INFORMATION –
=== Section Start ===
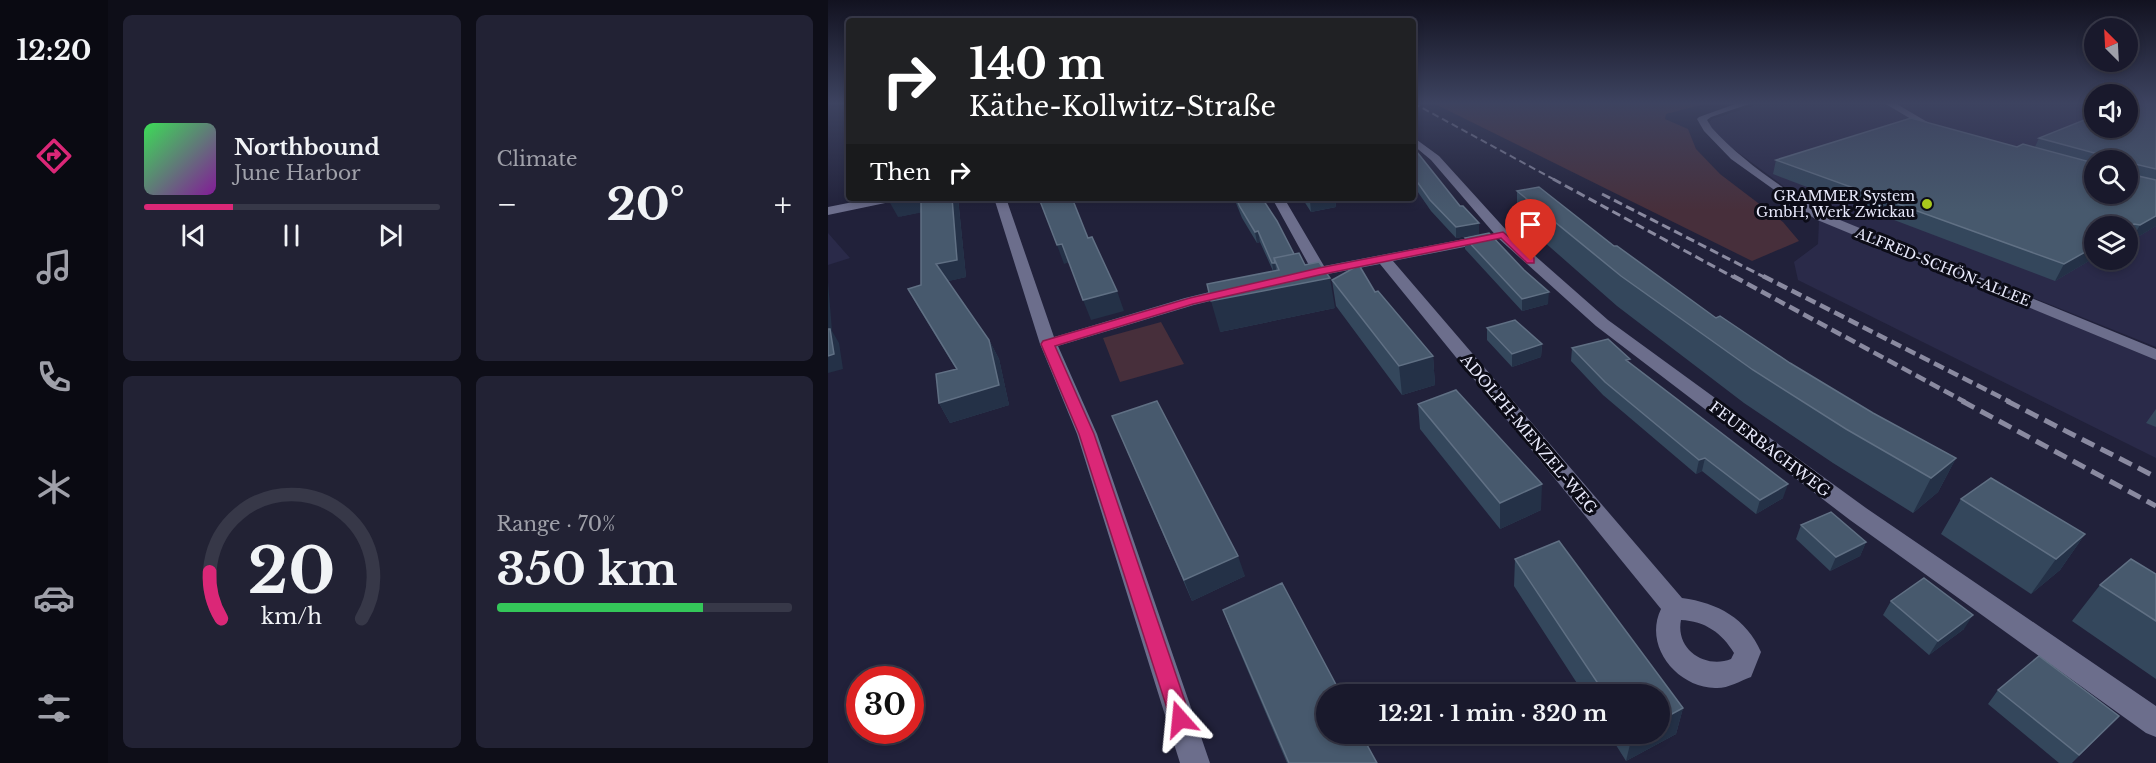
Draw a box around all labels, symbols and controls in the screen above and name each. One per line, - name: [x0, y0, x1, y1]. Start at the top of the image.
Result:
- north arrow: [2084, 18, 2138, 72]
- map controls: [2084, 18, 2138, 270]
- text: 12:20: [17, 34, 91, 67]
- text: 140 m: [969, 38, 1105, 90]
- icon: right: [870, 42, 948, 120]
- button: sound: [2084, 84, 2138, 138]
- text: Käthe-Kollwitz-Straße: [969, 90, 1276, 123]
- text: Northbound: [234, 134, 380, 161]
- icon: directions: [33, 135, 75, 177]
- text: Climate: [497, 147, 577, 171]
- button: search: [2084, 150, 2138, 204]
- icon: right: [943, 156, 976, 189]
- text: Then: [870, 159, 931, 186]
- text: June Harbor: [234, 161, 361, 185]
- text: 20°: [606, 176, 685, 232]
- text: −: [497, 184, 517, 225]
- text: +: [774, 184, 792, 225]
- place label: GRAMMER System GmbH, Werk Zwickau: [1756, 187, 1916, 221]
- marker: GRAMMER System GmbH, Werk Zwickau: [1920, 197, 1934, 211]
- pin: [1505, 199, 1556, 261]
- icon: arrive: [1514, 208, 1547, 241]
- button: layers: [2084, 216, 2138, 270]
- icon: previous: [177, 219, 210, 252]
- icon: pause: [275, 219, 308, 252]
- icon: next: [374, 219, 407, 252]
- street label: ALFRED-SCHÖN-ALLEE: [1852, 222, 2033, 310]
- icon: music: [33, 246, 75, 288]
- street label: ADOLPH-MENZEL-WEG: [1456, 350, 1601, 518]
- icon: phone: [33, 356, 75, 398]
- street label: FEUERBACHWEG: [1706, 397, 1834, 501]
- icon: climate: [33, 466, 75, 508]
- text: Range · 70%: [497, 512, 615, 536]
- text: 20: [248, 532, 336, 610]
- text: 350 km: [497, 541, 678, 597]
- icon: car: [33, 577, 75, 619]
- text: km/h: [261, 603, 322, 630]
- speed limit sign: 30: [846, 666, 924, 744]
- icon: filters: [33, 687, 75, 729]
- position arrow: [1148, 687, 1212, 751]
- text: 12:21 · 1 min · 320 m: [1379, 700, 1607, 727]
=== Section End ===
EXERCISE PROMPT – Write out each line again, exactly as it appears above, except for any picture.

SOLUTION BELOW –
Draw a box around all labels, symbols and controls in the screen above and name each. One per line, - name: [x0, y0, x1, y1]. Start at the top of the image.
Result:
- north arrow: [2084, 18, 2138, 72]
- map controls: [2084, 18, 2138, 270]
- text: 12:20: [17, 34, 91, 67]
- text: 140 m: [969, 38, 1105, 90]
- icon: right: [870, 42, 948, 120]
- button: sound: [2084, 84, 2138, 138]
- text: Käthe-Kollwitz-Straße: [969, 90, 1276, 123]
- text: Northbound: [234, 134, 380, 161]
- icon: directions: [33, 135, 75, 177]
- text: Climate: [497, 147, 577, 171]
- button: search: [2084, 150, 2138, 204]
- icon: right: [943, 156, 976, 189]
- text: Then: [870, 159, 931, 186]
- text: June Harbor: [234, 161, 361, 185]
- text: 20°: [606, 176, 685, 232]
- text: −: [497, 184, 517, 225]
- text: +: [774, 184, 792, 225]
- place label: GRAMMER System GmbH, Werk Zwickau: [1756, 187, 1916, 221]
- marker: GRAMMER System GmbH, Werk Zwickau: [1920, 197, 1934, 211]
- pin: [1505, 199, 1556, 261]
- icon: arrive: [1514, 208, 1547, 241]
- button: layers: [2084, 216, 2138, 270]
- icon: previous: [177, 219, 210, 252]
- icon: pause: [275, 219, 308, 252]
- icon: next: [374, 219, 407, 252]
- street label: ALFRED-SCHÖN-ALLEE: [1852, 222, 2033, 310]
- icon: music: [33, 246, 75, 288]
- street label: ADOLPH-MENZEL-WEG: [1456, 350, 1601, 518]
- icon: phone: [33, 356, 75, 398]
- street label: FEUERBACHWEG: [1706, 397, 1834, 501]
- icon: climate: [33, 466, 75, 508]
- text: Range · 70%: [497, 512, 615, 536]
- text: 20: [248, 532, 336, 610]
- text: 350 km: [497, 541, 678, 597]
- icon: car: [33, 577, 75, 619]
- text: km/h: [261, 603, 322, 630]
- speed limit sign: 30: [846, 666, 924, 744]
- icon: filters: [33, 687, 75, 729]
- position arrow: [1148, 687, 1212, 751]
- text: 12:21 · 1 min · 320 m: [1379, 700, 1607, 727]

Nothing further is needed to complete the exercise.